Con la venia
Fernando Santiago
Quitapelusas
Su propio afán
CASI todo se ha escrito ya de Rodrigo Rato. Resulta raro, sin embargo, que nadie haya cuestionado el muy milimetrado alcance de la responsabilidad moral de estos casos de corrupción.
El Código Penal se basa en el principio de la responsabilidad individual, de honda raigambre cristiana; pero una sociedad cada vez más laica se abalanza a buscar al responsable colectivo.
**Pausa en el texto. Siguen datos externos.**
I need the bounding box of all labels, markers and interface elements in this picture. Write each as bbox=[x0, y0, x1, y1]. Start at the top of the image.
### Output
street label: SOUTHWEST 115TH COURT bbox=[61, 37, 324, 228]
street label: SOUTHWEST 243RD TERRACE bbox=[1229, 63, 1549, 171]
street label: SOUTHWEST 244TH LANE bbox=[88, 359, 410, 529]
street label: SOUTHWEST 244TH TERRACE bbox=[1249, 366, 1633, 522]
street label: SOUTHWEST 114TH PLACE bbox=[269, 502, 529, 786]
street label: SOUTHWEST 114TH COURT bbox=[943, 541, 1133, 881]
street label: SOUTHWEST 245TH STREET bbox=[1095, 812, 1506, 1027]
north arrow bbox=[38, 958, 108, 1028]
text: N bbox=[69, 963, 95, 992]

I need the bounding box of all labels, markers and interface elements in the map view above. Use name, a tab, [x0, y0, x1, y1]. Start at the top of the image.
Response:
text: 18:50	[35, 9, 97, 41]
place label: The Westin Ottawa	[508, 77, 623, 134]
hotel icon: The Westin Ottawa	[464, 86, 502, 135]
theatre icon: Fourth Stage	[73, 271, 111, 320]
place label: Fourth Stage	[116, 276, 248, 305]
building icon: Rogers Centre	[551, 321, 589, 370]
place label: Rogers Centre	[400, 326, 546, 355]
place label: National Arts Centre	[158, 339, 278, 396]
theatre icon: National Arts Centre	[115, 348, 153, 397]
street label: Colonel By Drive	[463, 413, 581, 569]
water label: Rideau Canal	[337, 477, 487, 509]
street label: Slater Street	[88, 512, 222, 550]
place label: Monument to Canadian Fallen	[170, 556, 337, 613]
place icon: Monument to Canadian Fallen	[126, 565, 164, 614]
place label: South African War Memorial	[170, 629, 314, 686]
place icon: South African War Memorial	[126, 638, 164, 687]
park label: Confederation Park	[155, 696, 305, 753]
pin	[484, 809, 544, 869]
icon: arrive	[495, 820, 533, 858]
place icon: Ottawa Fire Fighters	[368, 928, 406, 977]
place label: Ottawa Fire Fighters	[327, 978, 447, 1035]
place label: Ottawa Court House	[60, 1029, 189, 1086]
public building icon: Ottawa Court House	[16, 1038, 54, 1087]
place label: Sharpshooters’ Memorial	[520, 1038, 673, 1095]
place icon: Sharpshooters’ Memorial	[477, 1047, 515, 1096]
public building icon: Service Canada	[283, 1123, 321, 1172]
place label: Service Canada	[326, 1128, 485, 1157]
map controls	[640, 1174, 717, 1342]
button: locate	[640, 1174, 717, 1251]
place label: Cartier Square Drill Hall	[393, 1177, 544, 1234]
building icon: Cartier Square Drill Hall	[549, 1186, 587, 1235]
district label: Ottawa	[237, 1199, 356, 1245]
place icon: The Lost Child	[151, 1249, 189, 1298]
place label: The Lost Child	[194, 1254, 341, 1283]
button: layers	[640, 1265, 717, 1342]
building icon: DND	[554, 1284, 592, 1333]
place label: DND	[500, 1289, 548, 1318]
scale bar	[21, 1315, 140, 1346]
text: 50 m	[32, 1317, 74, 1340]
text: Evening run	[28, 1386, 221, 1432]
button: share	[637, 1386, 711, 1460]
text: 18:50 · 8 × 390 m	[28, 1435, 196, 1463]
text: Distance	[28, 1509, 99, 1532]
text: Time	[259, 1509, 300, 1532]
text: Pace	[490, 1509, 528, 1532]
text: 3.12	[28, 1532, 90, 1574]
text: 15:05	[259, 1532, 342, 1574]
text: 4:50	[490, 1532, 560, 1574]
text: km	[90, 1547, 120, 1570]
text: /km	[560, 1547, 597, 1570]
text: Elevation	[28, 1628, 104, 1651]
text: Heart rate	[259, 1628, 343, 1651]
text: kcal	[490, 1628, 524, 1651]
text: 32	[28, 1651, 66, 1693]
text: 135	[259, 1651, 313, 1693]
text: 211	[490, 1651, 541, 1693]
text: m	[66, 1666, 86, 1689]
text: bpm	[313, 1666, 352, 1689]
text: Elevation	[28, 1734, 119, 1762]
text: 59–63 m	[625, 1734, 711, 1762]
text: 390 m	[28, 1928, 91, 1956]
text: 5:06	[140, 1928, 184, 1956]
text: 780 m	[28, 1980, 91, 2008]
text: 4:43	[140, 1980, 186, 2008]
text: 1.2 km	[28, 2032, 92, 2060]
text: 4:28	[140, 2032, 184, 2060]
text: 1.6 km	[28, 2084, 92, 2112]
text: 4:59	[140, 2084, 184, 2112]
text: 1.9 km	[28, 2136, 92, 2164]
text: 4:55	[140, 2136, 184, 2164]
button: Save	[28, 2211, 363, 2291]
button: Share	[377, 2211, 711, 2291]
Para la corrupción política se ha impuesto una unanimidad sin fisuras: las siglas del partido que corresponda.
Lo tenemos tan asumido que no nos paramos a pensarlo. ¿Por qué nuestra indignación se detiene (y contiene) en el partido que toque? Ni queda más abajo, en la federación local o regional. Ni va más arriba, al sistema político o, más aún, a la sociedad en su conjunto; o incluso a la civilización en su estado actual. ¿Y si una función secreta de los partidos fuese crear compartimientos estancos para controlar esta avalancha diaria de escándalo?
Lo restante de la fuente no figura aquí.